### WHAT THE EXERCISE ASKS
Whenever a line below mentions the word "text", that line should be copied.

### SUPPLIED DATA
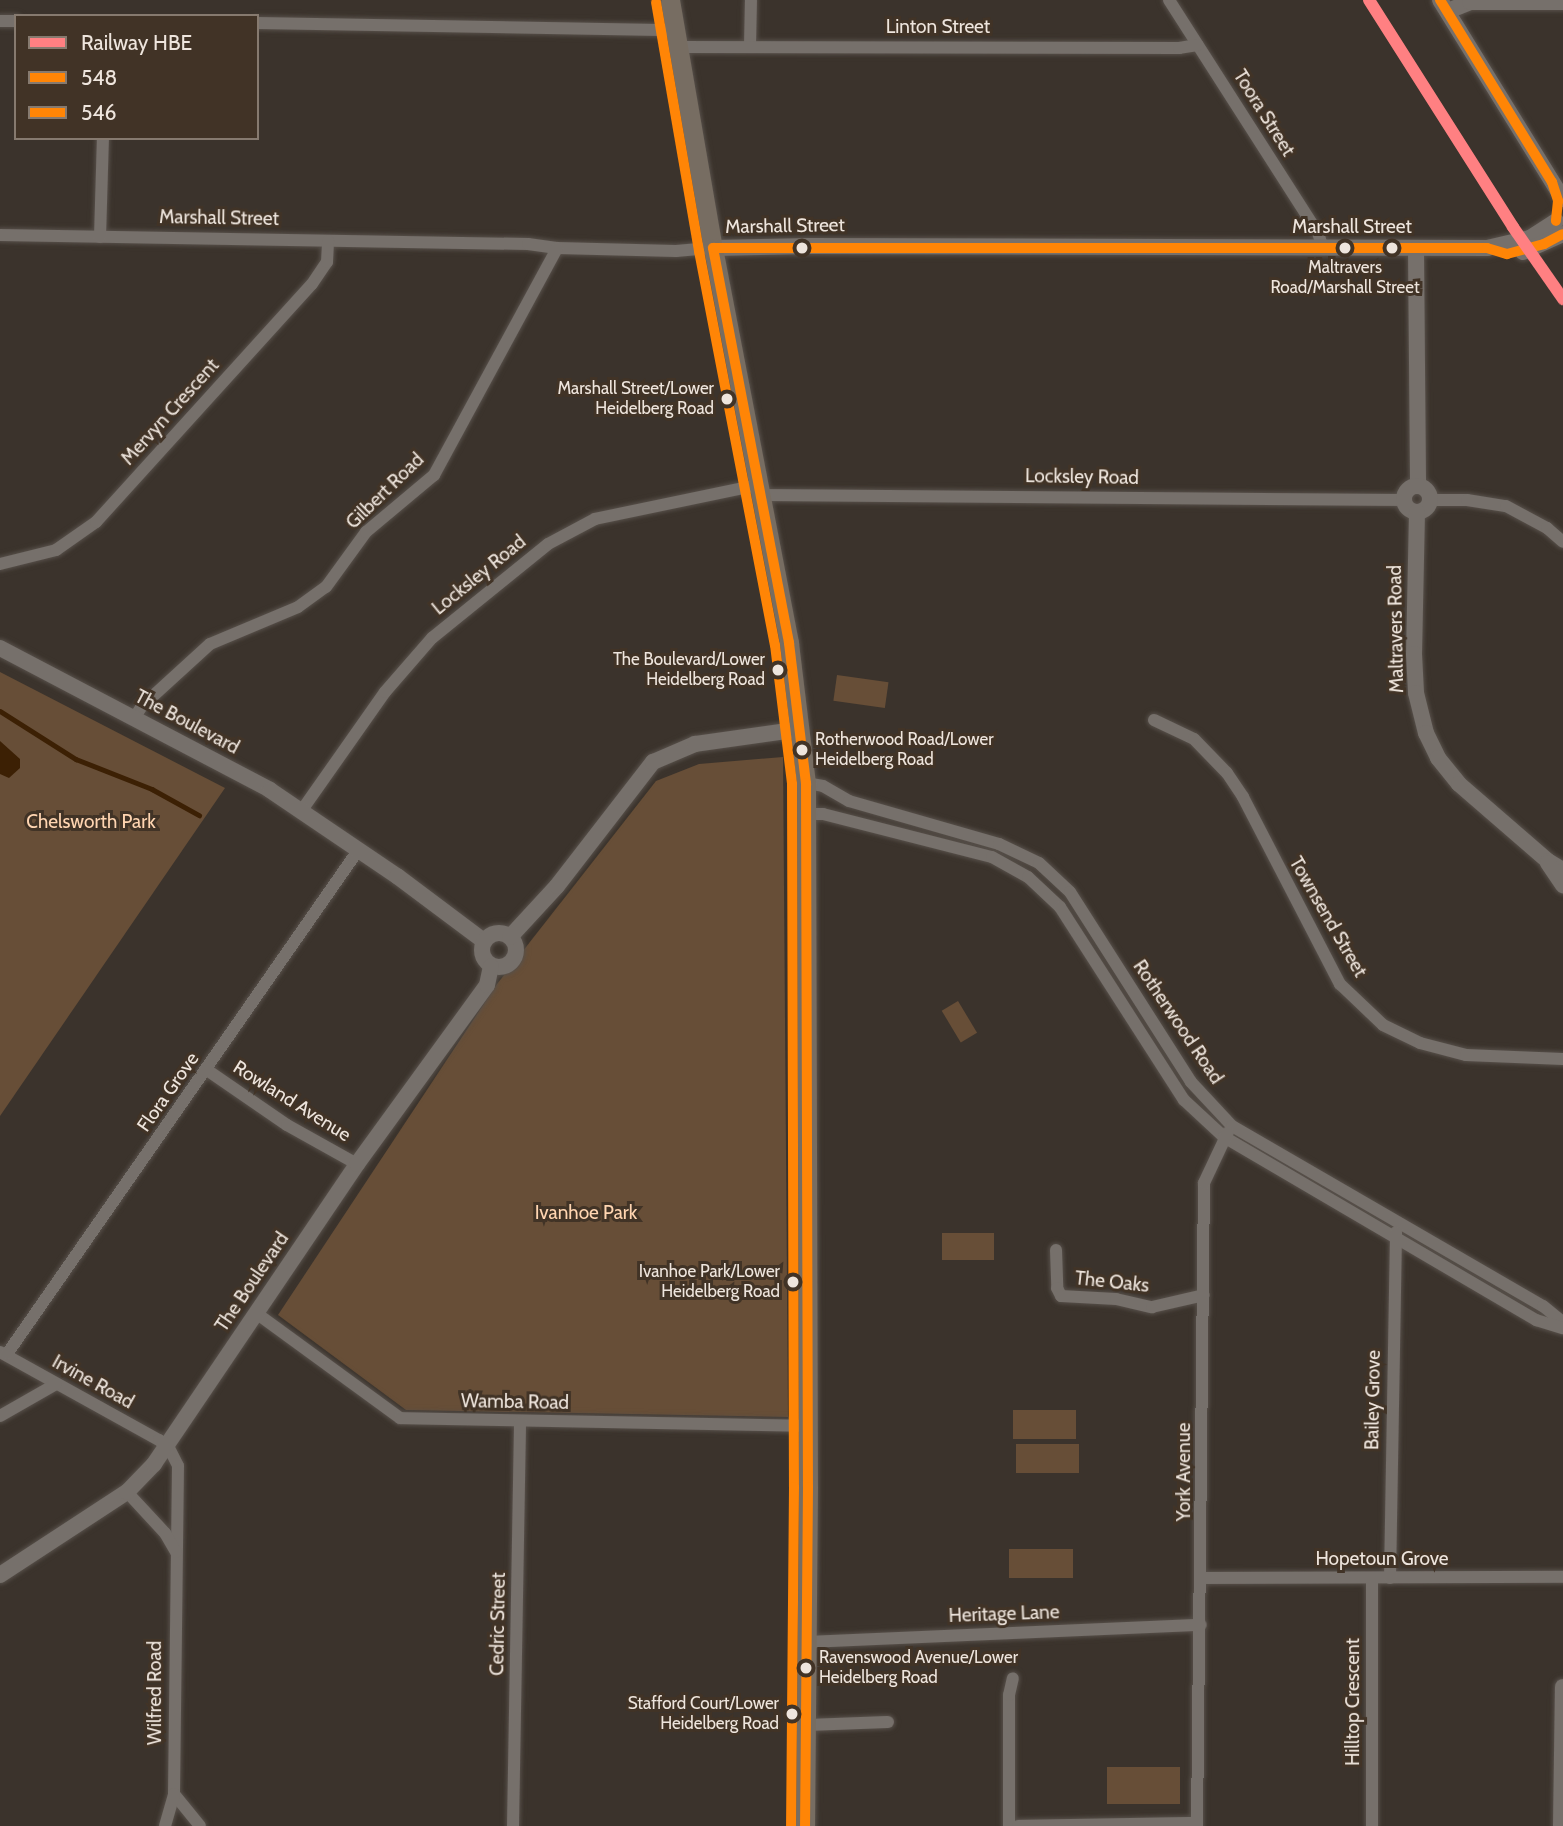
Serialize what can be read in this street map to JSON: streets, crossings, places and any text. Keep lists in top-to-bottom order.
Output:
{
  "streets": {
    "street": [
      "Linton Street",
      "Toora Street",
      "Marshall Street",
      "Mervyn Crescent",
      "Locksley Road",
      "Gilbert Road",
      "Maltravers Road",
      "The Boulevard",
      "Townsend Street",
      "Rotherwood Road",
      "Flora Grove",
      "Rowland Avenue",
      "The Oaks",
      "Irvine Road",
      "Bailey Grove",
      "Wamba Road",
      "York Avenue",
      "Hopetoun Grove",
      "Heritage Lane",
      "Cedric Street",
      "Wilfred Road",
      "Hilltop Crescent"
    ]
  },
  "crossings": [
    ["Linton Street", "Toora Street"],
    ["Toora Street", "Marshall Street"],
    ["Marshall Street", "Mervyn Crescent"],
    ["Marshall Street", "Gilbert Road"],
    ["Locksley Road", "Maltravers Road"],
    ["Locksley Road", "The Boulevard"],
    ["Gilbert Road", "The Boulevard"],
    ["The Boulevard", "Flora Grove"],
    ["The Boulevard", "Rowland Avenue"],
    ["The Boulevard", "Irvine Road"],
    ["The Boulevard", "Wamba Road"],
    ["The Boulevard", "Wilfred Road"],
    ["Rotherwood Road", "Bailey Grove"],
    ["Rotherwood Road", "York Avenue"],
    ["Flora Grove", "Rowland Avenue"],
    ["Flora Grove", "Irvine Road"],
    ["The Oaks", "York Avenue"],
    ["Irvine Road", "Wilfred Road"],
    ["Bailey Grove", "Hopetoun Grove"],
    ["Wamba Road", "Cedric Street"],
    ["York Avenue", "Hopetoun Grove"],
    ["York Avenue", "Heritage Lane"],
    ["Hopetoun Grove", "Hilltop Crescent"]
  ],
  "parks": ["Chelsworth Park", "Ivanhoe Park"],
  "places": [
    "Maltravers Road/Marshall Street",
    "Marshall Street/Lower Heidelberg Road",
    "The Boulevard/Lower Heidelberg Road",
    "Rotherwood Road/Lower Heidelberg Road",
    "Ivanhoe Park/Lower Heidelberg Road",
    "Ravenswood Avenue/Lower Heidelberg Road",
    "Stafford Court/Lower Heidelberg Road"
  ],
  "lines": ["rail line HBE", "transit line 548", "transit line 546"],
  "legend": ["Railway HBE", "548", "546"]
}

---

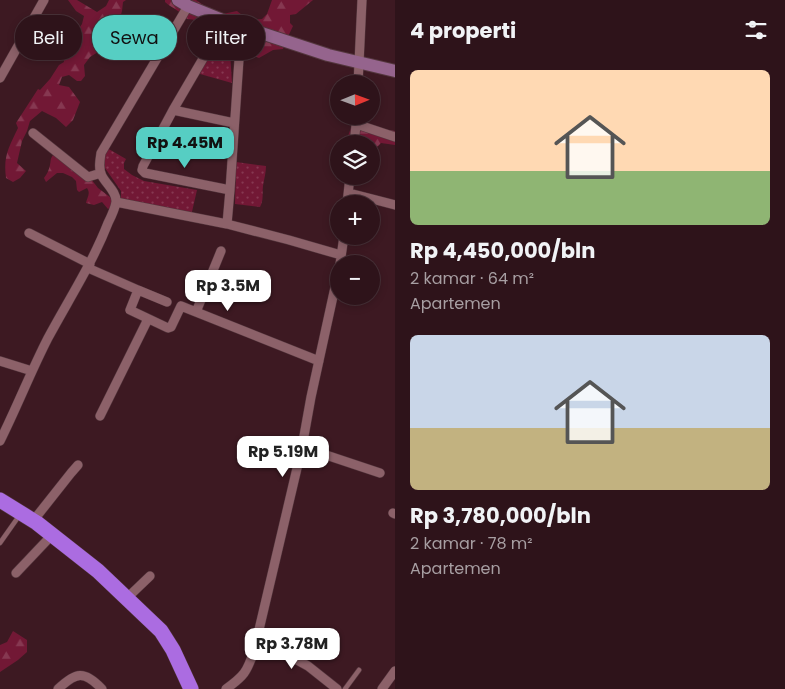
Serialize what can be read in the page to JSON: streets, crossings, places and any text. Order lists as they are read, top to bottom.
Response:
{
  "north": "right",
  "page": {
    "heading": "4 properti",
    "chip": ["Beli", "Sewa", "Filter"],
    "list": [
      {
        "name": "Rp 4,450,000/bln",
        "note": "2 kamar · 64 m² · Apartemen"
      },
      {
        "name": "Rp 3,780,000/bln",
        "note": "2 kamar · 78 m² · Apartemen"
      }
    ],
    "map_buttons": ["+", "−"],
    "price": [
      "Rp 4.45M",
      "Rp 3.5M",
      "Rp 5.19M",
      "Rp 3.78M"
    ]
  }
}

### ANSWER BELOW
Serialize what can be read in this street map to JSON: streets, crossings, places and any text. Keep lists in top-to-bottom order.
Serialize what can be read in the page to JSON: streets, crossings, places and any text. Order lists as they are read, top to bottom.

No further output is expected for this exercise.